The Rich Compost of Life...

...that gives birth to the new.

Throughout 2018 and into the winter of 2019, I composted my life.

What do I mean by that?

I let it all go.

I let go of the bulk of the business that supported me for 12 years.

I let go of my marriage.

I let go of my dreams of becoming a mother.

Here I was about to turn 45 and I was faced with the truth that not only would I soon be divorced without children, but I could also no longer bring myself to do the nutrition-related work that had been my financial foundation —which I’d spent countless hours and thousands of dollars building.

Holding onto these dreams was now too painful. I had spent 20 years of my adult life holding tightly and none of them were materializing in the way I envisioned.

I had to let go.

It was brutal. It was crushing. It was scary.

I had to surrender to the grief that I might not ever have children. That I might not ever have the relationship I dreamt of. I might not ever have the kind of impact I’d envisioned in helping people heal.

I couldn’t pour any more energy into any of it. So I let go.

What the composting looked like…

  1. I completely shut down my nutrition coaching work.

  2. My husband and I filed for divorce and moved through the most loving, most graceful separation and divorce I have ever known of.

  3. I let go of the idea of being a biological mother and began to consider the possibility I might, one day adopt a child on my own.

Then I went to Ireland at the end of April, with the intention to hit the proverbial “reset button.” When I got back, in the full swing of spring, I absolutely felt as though new life was beginning to emerge from the compost of the past.

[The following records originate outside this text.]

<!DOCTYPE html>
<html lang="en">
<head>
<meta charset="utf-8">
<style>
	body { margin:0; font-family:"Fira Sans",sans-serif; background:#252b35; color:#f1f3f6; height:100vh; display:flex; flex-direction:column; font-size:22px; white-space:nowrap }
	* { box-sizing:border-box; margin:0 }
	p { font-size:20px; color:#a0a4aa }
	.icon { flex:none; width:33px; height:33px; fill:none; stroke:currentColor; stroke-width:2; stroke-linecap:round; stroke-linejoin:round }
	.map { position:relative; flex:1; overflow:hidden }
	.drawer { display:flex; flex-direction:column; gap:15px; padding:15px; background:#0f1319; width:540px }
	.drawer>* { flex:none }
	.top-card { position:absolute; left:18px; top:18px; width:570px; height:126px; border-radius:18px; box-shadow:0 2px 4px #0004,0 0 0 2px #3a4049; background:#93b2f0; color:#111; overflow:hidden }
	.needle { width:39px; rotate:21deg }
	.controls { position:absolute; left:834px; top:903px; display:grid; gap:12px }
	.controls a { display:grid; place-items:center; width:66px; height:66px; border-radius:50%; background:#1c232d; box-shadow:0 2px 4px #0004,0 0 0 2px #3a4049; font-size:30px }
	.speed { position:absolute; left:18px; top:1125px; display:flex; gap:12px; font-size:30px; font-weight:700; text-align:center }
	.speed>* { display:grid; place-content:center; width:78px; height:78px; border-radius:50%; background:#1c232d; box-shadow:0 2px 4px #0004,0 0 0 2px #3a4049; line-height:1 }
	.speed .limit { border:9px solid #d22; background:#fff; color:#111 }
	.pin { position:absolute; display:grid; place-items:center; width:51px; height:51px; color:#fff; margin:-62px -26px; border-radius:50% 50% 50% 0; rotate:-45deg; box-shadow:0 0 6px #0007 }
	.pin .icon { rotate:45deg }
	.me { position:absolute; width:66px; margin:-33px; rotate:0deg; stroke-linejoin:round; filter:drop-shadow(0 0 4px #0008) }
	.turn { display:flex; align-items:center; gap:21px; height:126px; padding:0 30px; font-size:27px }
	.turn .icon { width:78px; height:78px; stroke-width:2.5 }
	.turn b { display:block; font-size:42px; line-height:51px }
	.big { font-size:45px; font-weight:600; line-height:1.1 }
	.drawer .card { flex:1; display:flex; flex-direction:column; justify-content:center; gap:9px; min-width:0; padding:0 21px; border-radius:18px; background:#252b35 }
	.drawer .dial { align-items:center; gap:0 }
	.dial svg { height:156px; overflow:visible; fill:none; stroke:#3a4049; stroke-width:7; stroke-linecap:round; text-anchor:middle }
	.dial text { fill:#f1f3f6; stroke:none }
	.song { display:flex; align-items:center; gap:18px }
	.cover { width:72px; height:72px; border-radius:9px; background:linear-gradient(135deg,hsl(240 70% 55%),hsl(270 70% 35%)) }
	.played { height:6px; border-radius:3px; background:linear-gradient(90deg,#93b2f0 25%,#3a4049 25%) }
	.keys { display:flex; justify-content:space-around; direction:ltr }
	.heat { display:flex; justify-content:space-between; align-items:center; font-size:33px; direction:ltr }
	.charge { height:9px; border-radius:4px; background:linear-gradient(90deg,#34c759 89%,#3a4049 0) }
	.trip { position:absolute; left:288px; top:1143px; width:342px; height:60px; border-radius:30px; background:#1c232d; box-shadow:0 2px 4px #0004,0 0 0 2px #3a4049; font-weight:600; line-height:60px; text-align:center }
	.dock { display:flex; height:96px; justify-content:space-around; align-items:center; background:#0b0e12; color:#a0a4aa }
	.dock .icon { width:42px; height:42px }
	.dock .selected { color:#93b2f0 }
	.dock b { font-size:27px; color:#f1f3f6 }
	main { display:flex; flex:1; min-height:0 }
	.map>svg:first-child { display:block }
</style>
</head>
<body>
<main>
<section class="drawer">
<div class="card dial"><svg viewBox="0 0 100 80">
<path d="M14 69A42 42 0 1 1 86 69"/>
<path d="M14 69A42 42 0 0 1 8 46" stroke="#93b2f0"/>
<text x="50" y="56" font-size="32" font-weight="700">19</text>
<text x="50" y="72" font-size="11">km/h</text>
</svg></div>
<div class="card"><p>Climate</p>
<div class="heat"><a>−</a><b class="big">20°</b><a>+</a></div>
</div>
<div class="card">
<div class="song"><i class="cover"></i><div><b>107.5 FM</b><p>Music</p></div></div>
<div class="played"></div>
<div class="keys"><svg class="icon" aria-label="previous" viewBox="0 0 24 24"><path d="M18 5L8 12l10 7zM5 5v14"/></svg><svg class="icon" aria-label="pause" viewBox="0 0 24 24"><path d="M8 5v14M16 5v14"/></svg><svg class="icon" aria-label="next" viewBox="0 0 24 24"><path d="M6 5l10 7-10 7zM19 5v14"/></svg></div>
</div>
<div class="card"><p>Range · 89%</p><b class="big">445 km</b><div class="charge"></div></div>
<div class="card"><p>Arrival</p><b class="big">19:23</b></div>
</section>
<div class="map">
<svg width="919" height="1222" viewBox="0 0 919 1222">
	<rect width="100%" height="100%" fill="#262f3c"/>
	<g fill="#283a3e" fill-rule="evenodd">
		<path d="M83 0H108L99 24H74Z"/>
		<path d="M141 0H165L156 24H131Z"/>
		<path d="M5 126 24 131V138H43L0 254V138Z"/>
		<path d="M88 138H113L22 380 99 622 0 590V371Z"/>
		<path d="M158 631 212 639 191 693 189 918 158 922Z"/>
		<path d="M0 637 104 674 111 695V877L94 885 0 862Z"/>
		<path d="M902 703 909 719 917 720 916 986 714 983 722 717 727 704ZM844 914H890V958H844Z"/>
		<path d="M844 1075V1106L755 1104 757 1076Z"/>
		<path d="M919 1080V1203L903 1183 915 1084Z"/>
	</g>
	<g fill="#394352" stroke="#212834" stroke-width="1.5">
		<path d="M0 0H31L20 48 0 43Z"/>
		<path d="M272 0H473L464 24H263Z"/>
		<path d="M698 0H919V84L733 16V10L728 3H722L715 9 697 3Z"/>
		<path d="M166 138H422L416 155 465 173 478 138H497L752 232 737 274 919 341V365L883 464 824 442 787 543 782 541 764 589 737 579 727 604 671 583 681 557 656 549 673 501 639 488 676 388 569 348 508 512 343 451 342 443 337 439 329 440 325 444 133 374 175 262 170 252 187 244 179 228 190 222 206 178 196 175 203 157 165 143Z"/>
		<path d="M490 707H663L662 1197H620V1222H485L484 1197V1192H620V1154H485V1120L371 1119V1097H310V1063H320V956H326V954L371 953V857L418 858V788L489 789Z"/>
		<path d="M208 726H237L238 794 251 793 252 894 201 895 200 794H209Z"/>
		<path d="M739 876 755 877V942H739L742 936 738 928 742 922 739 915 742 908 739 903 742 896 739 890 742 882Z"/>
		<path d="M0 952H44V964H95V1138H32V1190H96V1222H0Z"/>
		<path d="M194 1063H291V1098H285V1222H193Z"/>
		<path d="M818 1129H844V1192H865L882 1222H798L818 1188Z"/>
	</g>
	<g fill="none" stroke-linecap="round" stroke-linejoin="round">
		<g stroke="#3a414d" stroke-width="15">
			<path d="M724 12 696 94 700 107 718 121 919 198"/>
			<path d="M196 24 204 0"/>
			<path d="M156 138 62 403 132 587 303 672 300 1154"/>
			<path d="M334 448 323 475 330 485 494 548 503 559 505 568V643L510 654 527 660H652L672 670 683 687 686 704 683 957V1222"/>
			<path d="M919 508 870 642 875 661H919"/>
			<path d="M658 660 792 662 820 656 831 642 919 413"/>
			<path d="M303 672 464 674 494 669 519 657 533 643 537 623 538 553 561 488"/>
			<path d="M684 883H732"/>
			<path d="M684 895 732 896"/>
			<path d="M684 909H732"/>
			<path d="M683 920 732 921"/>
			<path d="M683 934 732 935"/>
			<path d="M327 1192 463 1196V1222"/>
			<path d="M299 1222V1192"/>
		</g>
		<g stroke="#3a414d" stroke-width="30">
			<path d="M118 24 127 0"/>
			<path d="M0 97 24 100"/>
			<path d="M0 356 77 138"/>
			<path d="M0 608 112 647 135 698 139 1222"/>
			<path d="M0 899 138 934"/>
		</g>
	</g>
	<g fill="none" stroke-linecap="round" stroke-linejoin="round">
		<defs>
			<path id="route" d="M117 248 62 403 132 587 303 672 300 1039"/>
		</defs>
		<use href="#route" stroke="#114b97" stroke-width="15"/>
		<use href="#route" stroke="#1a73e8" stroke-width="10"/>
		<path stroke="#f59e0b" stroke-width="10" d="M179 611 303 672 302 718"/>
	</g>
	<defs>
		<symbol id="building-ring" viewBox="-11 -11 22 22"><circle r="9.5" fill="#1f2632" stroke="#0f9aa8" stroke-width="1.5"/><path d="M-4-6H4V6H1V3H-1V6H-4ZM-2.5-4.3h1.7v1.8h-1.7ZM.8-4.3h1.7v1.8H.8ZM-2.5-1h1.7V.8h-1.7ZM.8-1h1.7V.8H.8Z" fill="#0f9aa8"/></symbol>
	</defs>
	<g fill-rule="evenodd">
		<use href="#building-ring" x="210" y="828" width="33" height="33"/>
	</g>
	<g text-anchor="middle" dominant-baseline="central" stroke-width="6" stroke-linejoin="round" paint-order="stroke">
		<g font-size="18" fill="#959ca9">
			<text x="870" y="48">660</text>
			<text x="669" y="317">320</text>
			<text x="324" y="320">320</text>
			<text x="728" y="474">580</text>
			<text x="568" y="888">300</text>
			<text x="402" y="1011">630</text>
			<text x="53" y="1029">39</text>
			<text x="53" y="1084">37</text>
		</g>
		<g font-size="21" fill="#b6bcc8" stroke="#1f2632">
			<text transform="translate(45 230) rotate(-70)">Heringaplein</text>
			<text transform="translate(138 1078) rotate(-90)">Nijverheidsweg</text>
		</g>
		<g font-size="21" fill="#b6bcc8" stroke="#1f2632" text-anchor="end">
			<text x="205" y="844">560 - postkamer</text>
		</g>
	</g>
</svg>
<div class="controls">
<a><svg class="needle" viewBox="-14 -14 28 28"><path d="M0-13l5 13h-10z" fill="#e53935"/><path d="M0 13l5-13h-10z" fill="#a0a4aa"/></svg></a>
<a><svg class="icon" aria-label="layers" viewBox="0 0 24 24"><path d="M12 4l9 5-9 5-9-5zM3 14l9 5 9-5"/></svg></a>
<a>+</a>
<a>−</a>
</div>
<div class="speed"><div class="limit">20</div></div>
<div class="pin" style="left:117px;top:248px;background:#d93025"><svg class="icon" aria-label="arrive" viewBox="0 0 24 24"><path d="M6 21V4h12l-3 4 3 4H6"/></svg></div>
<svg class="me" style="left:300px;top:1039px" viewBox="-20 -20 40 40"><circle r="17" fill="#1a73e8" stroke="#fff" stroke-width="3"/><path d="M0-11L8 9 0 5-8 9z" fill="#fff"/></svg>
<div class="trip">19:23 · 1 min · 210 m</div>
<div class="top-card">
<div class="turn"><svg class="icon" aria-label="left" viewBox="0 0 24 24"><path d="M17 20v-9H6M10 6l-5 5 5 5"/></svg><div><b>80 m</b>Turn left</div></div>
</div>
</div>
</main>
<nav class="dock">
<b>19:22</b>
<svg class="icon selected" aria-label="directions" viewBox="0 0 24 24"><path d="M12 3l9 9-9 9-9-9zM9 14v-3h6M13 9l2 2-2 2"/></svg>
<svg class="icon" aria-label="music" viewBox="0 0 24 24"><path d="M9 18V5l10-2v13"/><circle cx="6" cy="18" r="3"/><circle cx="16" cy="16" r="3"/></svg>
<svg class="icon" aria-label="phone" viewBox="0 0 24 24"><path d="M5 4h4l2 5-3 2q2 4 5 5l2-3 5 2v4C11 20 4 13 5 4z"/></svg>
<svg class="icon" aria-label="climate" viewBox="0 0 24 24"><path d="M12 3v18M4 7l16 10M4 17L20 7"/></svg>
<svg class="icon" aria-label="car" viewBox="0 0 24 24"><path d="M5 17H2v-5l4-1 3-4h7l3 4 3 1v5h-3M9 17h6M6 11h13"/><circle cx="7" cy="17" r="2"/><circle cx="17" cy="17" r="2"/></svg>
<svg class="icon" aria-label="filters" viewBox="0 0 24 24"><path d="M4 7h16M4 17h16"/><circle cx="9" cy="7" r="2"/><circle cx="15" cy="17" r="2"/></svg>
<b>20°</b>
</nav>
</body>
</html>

The spring rebirth that the compost is bringing…

  1. I am finding greater clarity and commitment to my work in trauma and ancestral wound healing… helping people who know that their life/health challenges are connected to unresolved wounds (their own, or perhaps a parent or ancestor’s.)

  2. A new relationship appeared in my life in the most magical and unexpected way possible.

  3. This new relationship has brought a child into my life who is welcoming me into hers in the most beautiful way.

It feels as though some aspects of my life I am tending-to as an intentional gardener, whereas others are emerging like robust wildflowers that popped out of seemingly nowhere.

The ease and flow of allowing —rather than forcing- is an ongoing lesson for me…

I am dumbfounded by the turn my life is taking. I am certain it is unfolding in this magical way because I was willing to let go. I surrendered to the grief. I surrendered to not knowing. I surrendered into the life I never wanted, only to see glimmers of the dream beginning to unfold.

It is easier to co-create with life when we flow with it, versus straining against the current. My husband had known it was time for us to release the relationship long before I did. I kept reaching for ways to make it work, when in reality, the relationship had completed its cycle.

For the better part of the past five years, I have known I was meant to let go of my nutrition coaching work. And yet, I resisted pulling the plug. It took the severe grief of my marriage ending for me to realize how much that work drained me rather than fed me, and why I could no longer do it.

Motherhood is a tough dream to let go of. And yet, I know I have the capacity to channel my creative energy into my work. I also know I can open up to different avenues to express the mothering love inside of me. I don’t know yet how things will unfold on this front, but the one thing I know for certain is this: holding rigidly to the dream of biological children would only serve to keep me in pain.

Before the rebirth there is only uncertainty.

It sounds lovely now that flowers are sprouting in my life, but that’s not where I was in the dead of winter.

Composting life, letting go, is a terrifying exercise of complete surrender into the unknown. I had no way of knowing what would unfold.

But it is also absolutely true that we cannot open our hands to receive the new if we hold our grip tightly around the old.